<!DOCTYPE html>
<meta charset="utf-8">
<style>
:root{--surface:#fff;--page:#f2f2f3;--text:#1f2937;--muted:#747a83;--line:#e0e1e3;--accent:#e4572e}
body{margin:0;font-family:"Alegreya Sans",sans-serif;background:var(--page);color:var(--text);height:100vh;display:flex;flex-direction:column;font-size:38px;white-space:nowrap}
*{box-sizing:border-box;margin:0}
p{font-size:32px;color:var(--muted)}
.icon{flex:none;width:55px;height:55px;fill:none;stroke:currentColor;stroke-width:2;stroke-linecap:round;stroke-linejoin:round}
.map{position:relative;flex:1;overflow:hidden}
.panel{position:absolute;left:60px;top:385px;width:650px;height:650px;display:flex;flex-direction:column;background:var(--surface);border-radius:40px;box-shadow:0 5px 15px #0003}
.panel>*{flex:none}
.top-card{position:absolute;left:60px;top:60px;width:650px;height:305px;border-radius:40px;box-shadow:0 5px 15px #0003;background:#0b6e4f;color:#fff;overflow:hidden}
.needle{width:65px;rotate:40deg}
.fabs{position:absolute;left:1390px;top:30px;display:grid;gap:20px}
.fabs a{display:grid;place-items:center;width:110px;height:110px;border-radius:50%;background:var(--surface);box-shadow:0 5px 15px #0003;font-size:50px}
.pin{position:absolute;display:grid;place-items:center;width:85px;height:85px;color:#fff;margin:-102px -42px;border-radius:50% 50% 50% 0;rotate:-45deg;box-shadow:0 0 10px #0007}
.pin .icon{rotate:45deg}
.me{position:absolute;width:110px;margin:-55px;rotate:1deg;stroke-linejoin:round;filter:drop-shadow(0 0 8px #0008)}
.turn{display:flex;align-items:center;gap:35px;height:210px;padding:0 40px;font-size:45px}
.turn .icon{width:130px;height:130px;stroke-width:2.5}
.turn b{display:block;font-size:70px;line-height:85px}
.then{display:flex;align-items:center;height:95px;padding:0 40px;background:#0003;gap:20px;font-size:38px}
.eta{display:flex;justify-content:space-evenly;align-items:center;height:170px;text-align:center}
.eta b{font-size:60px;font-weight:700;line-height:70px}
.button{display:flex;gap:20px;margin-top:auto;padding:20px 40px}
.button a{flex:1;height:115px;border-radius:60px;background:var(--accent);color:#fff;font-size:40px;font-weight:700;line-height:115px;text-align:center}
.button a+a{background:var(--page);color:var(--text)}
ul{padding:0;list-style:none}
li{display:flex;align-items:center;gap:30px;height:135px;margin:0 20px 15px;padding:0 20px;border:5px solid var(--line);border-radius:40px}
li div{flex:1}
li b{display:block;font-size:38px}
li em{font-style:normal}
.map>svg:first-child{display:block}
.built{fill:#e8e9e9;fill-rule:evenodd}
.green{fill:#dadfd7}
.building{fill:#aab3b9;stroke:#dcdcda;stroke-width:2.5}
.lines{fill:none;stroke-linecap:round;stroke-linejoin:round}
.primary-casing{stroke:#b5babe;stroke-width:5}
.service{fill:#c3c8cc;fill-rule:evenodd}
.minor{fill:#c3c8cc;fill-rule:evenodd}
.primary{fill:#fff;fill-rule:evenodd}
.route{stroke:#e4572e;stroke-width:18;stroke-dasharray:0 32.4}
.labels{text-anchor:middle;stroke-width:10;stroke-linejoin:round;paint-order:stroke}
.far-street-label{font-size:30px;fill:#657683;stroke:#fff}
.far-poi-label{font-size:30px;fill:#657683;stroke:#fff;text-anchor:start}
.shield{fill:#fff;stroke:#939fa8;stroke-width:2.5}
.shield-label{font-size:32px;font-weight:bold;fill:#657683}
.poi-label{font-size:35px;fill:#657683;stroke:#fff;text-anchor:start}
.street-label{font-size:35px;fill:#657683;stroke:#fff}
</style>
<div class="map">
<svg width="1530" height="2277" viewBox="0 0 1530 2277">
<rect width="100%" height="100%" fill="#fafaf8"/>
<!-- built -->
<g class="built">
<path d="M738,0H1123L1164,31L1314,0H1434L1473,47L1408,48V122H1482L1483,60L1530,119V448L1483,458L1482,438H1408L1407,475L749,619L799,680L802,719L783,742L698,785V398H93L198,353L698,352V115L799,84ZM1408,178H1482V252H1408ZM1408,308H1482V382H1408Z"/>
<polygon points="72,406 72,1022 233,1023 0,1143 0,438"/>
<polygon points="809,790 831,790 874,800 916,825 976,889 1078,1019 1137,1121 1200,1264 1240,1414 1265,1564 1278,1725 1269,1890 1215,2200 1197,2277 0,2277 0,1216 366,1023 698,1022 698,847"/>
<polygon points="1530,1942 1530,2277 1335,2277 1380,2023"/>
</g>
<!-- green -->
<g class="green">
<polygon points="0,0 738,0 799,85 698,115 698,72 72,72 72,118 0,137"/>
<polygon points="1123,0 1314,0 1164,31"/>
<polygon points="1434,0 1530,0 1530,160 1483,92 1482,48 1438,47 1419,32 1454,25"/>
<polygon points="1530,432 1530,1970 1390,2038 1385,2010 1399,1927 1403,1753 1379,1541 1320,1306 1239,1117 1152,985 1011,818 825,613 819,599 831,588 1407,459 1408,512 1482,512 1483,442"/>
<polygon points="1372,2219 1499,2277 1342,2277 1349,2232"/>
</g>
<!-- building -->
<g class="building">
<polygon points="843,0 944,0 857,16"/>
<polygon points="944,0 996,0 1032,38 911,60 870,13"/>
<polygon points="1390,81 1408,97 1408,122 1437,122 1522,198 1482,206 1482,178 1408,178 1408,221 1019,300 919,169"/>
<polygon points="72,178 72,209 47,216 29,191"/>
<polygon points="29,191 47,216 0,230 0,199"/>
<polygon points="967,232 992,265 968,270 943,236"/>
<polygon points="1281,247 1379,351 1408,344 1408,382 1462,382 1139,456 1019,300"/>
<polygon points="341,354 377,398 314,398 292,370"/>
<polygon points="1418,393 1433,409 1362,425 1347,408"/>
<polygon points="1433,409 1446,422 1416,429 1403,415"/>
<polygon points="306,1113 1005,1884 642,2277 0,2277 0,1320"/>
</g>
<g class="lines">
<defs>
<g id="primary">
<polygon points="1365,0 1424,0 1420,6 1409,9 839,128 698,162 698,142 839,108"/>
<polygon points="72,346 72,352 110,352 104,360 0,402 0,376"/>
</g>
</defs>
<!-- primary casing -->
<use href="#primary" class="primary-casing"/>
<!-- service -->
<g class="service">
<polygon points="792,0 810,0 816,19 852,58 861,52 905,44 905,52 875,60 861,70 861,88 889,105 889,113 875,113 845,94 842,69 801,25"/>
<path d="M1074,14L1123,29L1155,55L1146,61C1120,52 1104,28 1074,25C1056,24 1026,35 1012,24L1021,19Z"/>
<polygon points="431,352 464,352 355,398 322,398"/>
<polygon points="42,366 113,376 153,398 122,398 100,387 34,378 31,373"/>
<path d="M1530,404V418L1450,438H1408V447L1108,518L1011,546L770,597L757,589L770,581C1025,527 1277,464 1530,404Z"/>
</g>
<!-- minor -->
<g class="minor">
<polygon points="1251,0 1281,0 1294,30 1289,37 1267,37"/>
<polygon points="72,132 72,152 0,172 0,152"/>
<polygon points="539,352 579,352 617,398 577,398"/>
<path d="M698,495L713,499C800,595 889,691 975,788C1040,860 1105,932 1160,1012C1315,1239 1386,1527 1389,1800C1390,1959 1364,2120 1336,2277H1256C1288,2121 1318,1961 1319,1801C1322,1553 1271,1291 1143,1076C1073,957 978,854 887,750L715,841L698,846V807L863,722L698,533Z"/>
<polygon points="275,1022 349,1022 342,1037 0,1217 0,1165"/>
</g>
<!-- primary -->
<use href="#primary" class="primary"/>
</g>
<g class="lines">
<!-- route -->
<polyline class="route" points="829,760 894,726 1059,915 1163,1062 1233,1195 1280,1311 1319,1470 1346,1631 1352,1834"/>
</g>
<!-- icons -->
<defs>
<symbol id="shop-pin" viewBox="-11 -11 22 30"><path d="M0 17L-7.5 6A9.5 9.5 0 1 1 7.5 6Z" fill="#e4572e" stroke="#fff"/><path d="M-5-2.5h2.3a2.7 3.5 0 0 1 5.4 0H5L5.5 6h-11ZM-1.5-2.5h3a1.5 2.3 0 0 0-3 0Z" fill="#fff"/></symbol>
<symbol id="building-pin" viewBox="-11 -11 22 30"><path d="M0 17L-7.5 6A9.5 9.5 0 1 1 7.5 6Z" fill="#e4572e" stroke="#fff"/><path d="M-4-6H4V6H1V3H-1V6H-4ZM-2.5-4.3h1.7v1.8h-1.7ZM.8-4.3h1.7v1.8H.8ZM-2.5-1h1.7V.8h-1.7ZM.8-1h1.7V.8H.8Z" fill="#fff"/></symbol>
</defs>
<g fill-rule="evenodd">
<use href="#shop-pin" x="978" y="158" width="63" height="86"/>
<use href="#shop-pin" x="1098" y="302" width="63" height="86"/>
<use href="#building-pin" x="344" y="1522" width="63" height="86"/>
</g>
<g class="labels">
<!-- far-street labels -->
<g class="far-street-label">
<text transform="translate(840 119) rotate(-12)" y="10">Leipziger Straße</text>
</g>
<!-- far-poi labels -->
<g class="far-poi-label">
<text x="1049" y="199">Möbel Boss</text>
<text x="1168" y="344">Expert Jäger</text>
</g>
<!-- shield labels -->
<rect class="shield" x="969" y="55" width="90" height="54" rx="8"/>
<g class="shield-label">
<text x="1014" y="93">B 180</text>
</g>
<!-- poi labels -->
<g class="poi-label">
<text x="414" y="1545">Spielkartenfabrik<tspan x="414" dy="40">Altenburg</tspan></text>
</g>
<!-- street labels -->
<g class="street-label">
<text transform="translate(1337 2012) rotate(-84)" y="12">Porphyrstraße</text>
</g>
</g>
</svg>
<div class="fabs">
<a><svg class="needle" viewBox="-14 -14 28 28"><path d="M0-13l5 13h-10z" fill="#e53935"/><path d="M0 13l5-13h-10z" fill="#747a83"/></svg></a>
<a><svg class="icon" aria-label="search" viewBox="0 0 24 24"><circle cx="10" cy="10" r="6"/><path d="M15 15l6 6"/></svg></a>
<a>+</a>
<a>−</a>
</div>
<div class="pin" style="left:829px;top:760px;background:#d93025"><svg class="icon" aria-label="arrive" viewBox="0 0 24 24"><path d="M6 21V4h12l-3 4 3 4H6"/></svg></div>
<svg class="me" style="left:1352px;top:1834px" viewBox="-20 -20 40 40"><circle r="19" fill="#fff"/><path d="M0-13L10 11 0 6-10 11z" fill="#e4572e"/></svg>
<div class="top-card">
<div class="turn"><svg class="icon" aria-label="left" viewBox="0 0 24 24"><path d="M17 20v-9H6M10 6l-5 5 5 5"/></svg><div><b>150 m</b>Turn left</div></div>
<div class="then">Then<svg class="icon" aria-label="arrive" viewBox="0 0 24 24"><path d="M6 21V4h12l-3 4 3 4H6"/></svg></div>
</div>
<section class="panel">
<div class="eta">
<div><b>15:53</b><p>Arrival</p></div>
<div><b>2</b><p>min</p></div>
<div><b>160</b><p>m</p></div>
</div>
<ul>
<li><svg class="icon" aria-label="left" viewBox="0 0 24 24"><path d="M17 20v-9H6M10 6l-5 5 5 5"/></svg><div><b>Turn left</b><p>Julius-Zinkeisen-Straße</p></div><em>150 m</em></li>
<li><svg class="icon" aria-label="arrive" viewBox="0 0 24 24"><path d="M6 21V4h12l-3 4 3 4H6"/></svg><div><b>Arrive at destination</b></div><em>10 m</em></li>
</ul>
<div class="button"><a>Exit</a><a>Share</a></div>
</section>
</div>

• _Task brief_
Only lines containing the word "column" should be copied from the material above.

• _Written reply_
body{margin:0;font-family:"Alegreya Sans",sans-serif;background:var(--page);color:var(--text);height:100vh;display:flex;flex-direction:column;font-size:38px;white-space:nowrap}
.panel{position:absolute;left:60px;top:385px;width:650px;height:650px;display:flex;flex-direction:column;background:var(--surface);border-radius:40px;box-shadow:0 5px 15px #0003}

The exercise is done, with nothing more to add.